**YOUR ASSIGNMENT**. Reproduce the lines below exactly. Begin with the first, end with the line containing "position:absolute; left:15px; bottom:12px;", and leave out the pictures.

**RECORDED INFORMATION**.

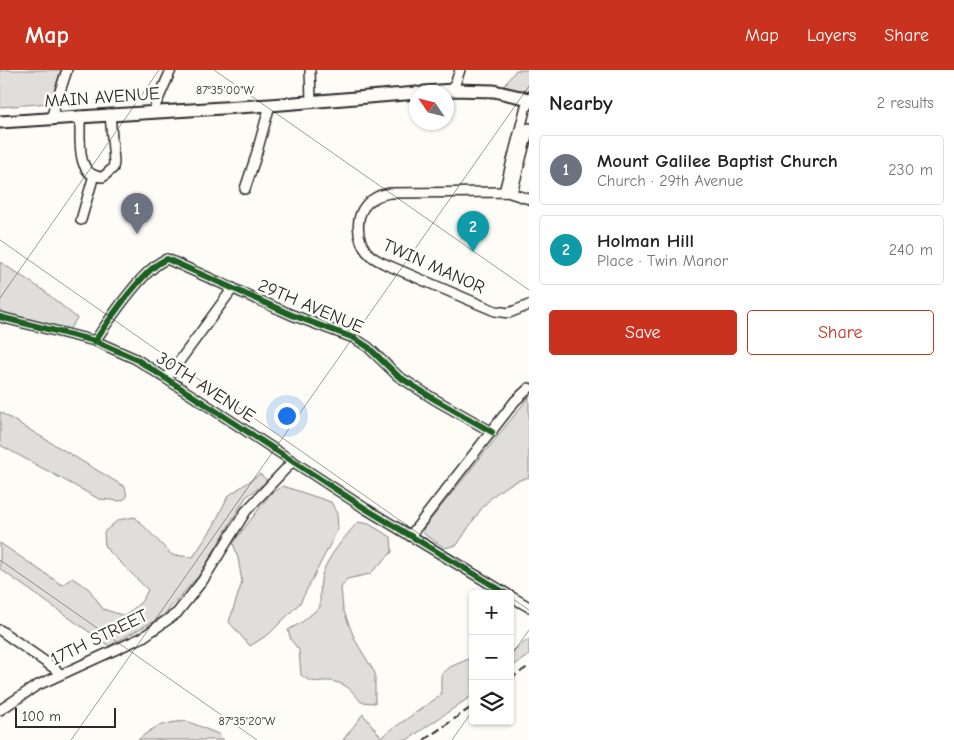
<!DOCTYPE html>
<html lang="en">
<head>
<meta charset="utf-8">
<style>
	body { margin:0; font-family:"Comic Neue",sans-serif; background:#f6f6f6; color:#202124 }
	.controls { position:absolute; right:15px; bottom:15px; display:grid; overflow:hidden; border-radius:5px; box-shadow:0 1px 4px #0004 }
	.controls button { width:45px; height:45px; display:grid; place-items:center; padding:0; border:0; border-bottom:1px solid #e0e0e0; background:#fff; color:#202124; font:25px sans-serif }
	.compass { position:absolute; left:409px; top:15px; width:45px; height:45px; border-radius:50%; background:#fff; box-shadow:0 1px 4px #0004; rotate:305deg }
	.scale { position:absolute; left:15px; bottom:12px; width:101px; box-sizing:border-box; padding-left:5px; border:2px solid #2b2b2b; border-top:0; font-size:14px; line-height:18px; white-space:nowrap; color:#2b2b2b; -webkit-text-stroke:4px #fdfcf7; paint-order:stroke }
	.you { position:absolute; left:286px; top:345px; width:18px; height:18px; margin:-12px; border:4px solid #fff; border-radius:50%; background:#1a73e8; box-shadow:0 0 0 8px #1a73e833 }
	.badge { display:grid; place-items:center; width:32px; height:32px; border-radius:50%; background:#c8321e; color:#fff; font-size:16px; font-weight:700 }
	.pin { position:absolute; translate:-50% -41px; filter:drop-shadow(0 1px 2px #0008) }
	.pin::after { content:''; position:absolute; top:26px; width:18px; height:15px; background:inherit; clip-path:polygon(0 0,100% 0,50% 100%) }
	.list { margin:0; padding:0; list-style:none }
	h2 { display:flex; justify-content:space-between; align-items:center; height:65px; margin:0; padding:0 20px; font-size:21px }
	h2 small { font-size:16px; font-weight:400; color:#757577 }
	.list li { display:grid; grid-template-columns:32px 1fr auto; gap:15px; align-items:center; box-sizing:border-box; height:70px; margin:0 10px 10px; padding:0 10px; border:1px solid #e0e0e0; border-radius:5px }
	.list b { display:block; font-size:19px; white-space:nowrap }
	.list p { margin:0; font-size:16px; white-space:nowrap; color:#757577 }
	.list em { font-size:16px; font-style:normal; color:#757577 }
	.actions { display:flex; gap:10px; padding:15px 20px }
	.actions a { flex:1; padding:11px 0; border:1px solid #c8321e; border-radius:5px; text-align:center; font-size:18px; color:#c8321e }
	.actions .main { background:#c8321e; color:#fff }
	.icon { flex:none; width:28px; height:28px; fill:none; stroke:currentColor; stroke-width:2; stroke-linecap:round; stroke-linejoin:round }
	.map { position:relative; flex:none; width:529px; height:670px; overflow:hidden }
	header { display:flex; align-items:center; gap:30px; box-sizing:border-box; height:70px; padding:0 25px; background:#c8321e; color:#fff }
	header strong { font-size:24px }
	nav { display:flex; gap:28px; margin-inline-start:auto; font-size:18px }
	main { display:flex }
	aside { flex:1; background:#fff }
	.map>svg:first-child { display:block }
</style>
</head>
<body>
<header>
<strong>Map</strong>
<nav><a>Map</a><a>Layers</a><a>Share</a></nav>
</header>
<main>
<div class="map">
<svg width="529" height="670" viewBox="0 0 529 670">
	<rect width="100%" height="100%" fill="#fdfcf7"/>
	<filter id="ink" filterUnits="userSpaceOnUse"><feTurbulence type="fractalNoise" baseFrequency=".02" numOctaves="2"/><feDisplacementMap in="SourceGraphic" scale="10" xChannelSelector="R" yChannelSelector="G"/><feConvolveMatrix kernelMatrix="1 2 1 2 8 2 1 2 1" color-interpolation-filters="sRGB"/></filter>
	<g filter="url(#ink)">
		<g fill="#dfdeda" stroke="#858482">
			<polygon points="0,0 61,0 50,33 0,37"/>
			<polygon points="516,0 529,0 529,22 503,17"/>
			<polygon points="0,192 43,220 77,248 69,260 0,242"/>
			<path d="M529 327V407C488 419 479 443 457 475L445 478 424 464 423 459Z"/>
			<polygon points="0,342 125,417 127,427 121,431 99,429 0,375"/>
			<polygon points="260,404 268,411 246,427 200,504 163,546 109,576 0,499 0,473 62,515 72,508 89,519 103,539 125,546 142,531 148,520 105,477 104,462 118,450 135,447 172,485 193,487 213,457 228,426"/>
			<polygon points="283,416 331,432 337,444 338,459 300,533 269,564 250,576 229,552 242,512 238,488 233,473 271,423"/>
			<path d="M358 452 369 454 391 467 392 482 370 504 347 509 341 518 343 539 355 570 375 603V633L361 632C354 623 347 614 335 612 319 608 316 617 301 605L299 580 291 570 288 560 302 552 320 537C320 528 320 519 321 510 323 492 346 465 358 452Z"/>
			<polygon points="529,569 529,585 510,598 510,583"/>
			<polygon points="473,587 473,625 407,670 343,670 363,644 381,667 441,625 441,605 450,597"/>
			<path d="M187 651 218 664 224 670H138C155 655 164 653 187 651Z"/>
		</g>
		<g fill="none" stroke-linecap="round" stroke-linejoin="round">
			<g stroke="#2b2b2b" stroke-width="12">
				<g id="minor">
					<polyline points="310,0 311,30"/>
					<polyline points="453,20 460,0"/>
					<polyline points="153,41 171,0"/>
					<path d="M80 46C81 65 74 108 103 107L113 98 114 92 110 44"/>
					<polyline points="51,48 67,0"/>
					<polyline points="245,119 255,89 270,35"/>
					<polyline points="504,122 526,36 529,33"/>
					<polyline points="512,123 529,58"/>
					<path d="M529 129 507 122 390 123C385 124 379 125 375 128 353 139 354 171 371 186 375 189 381 192 385 194L495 241 509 243 529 235"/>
					<polyline points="81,150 94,105"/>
					<polyline points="0,247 95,271 136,289 366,439 507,524"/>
					<path d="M95 271C109 250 144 197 167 189L292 245 354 268 368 277 398 306 434 329 492 362"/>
					<polyline points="167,308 233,218"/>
					<polyline points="410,466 515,331 529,318"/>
					<polyline points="510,526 529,537"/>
					<polyline points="0,560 54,598 60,604"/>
					<polyline points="0,640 36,616 143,567 177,543 203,510 246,441 292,392"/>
				</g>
			</g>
			<g stroke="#2b2b2b" stroke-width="15">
				<g id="major">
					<polyline points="424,22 453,20 494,21 529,29"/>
					<polyline points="0,52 270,35 417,23"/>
				</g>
			</g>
			<use href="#minor" stroke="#fdfcf7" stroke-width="9"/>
			<use href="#major" stroke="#fdfcf7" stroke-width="11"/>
			<g stroke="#2b2b2b" stroke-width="2" stroke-dasharray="8 4" stroke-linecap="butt">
				<polyline points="510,609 529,596"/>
				<polyline points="424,670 473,636"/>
			</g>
			<g stroke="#fdfcf7" stroke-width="9">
				<g id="cycleway">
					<polyline points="0,247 95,271 136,289 366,439 507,524"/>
					<path d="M95 271C109 250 144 197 167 189L292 245 354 268 368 277 398 306 434 329 492 362"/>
				</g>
			</g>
			<use href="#cycleway" stroke="#1b5e20" stroke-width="6"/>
		</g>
	</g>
	<path fill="none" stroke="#2b2b2b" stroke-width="1" stroke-opacity="0.45" d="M214 0 529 220M0 170 505 524M0 228 159 0M0 490 257 670M510 527 529 540M510 587 529 560M71 670 529 16M452 670 473 640"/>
	<g text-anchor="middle" stroke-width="5" stroke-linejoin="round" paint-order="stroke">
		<g font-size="18" fill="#2b2b2b" stroke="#fdfcf7">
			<text transform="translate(102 27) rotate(-4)" y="6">MAIN AVENUE</text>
			<text transform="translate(434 196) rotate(24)" y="6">TWIN MANOR</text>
			<text transform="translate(311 236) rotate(23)" y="6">29TH AVENUE</text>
			<text transform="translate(206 317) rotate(33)" y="6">30TH AVENUE</text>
			<text transform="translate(99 567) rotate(-26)" y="6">17TH STREET</text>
		</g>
	</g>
	<g font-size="12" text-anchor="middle" fill="#2b2b2b" stroke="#fdfcf7" stroke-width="5" stroke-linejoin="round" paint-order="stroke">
		<text x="225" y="24">87°35'00"W</text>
		<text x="247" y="655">87°35'20"W</text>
	</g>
</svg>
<div class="controls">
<button>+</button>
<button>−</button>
<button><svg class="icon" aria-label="layers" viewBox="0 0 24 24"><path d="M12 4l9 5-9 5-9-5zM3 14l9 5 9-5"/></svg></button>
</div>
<svg class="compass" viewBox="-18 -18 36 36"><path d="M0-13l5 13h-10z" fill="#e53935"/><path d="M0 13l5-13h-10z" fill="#757577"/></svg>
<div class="scale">100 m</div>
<div class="you"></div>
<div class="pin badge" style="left:137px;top:164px;background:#6b7280">1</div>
<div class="pin badge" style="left:473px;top:182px;background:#0f9aa8">2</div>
</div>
<aside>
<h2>Nearby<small>2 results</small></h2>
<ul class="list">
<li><span class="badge" style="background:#6b7280">1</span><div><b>Mount Galilee Baptist Church</b><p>Church · 29th Avenue</p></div><em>230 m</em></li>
<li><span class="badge" style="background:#0f9aa8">2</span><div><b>Holman Hill</b><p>Place · Twin Manor</p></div><em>240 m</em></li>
</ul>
<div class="actions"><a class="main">Save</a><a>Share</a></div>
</aside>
</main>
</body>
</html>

**EXERCISE RESULT**.
<!DOCTYPE html>
<html lang="en">
<head>
<meta charset="utf-8">
<style>
	body { margin:0; font-family:"Comic Neue",sans-serif; background:#f6f6f6; color:#202124 }
	.controls { position:absolute; right:15px; bottom:15px; display:grid; overflow:hidden; border-radius:5px; box-shadow:0 1px 4px #0004 }
	.controls button { width:45px; height:45px; display:grid; place-items:center; padding:0; border:0; border-bottom:1px solid #e0e0e0; background:#fff; color:#202124; font:25px sans-serif }
	.compass { position:absolute; left:409px; top:15px; width:45px; height:45px; border-radius:50%; background:#fff; box-shadow:0 1px 4px #0004; rotate:305deg }
	.scale { position:absolute; left:15px; bottom:12px; width:101px; box-sizing:border-box; padding-left:5px; border:2px solid #2b2b2b; border-top:0; font-size:14px; line-height:18px; white-space:nowrap; color:#2b2b2b; -webkit-text-stroke:4px #fdfcf7; paint-order:stroke }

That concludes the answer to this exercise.